INTERNATIONAL RELATIONS

The international relations program exposes students to essential questions regarding the processes by which the complexities of interdependence meet with deeply held individual values. Broadly speaking, this involves answering the fundamental question of who gets what, where, when, how, and why in international relations. International relations is an interdisciplinary program that equips students with the breadth (i.e., perspectives) and depth of coverage to contemplate and effectively respond to these questions. More detailed inquiry into a specific geographical region is also possible within the program.

Students pursuing this major are strongly encouraged to incorporate more foreign language and international travel into their academic program. A variety of May Term and semester-long opportunities exist. Moreover, we encourage students to double major in a related field, such as economics, foreign language, history, international business, political science, religion, or sociology to further enhance their understanding and preparation.

Student Learning Outcomes

Utilize numerous interdisciplinary perspectives in the study of international relations.

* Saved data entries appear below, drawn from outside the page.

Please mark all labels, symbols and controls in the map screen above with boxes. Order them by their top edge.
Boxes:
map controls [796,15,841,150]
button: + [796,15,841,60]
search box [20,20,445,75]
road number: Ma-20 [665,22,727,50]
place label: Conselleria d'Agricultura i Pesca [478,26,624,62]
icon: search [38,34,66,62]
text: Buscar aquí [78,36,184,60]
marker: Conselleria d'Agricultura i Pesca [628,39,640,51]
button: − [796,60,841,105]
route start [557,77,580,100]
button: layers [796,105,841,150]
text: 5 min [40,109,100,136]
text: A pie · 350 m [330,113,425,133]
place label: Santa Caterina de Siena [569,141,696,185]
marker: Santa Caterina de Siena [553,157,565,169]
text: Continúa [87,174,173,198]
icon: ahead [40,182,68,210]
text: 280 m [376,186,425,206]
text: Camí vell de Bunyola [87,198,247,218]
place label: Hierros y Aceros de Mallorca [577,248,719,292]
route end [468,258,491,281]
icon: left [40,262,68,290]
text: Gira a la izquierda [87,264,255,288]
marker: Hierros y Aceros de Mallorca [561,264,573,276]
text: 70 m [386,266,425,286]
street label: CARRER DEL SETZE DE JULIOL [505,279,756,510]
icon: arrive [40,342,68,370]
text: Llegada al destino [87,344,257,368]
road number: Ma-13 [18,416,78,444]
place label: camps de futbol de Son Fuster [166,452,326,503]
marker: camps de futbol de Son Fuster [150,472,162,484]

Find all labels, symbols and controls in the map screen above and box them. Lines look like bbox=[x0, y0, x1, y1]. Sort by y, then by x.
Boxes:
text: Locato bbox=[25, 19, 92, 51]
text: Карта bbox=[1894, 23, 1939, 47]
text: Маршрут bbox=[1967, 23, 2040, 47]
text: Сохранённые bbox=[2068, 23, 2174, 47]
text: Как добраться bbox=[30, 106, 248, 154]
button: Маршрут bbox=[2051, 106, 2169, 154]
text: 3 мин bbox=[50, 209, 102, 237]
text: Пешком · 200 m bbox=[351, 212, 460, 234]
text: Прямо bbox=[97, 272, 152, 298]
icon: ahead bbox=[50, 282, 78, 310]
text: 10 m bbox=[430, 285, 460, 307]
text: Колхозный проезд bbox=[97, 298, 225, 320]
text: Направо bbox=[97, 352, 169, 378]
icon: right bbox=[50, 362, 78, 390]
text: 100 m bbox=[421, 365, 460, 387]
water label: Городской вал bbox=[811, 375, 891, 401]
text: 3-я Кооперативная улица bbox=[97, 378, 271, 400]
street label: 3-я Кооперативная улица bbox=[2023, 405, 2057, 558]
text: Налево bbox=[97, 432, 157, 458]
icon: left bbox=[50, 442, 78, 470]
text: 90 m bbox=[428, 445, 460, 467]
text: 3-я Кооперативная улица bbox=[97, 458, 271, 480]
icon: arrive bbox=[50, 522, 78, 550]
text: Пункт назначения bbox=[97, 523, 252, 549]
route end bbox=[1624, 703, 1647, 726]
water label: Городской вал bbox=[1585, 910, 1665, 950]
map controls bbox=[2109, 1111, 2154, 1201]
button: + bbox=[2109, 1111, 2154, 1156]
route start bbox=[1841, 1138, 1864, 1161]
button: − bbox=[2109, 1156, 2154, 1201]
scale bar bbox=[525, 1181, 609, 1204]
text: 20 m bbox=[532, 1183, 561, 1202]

Recognize the existence of complex interdependence within and among cultures.

Gain a greater understanding of international affairs and statecraft.

Increase their ability to think critically about international affairs.

Demonstrate competent research skills in a professional manner.

Effectively communicate in both oral and written forms.

Be prepared for entry into government service, intergovernmental service, non-governmental service, international business, and/or graduate school.

MAY TERM

May Term is an ideal time for off-campus travel and study. Faculty members accompany students on a variety of courses.

A tight-knit mentoring community. WORTH IT.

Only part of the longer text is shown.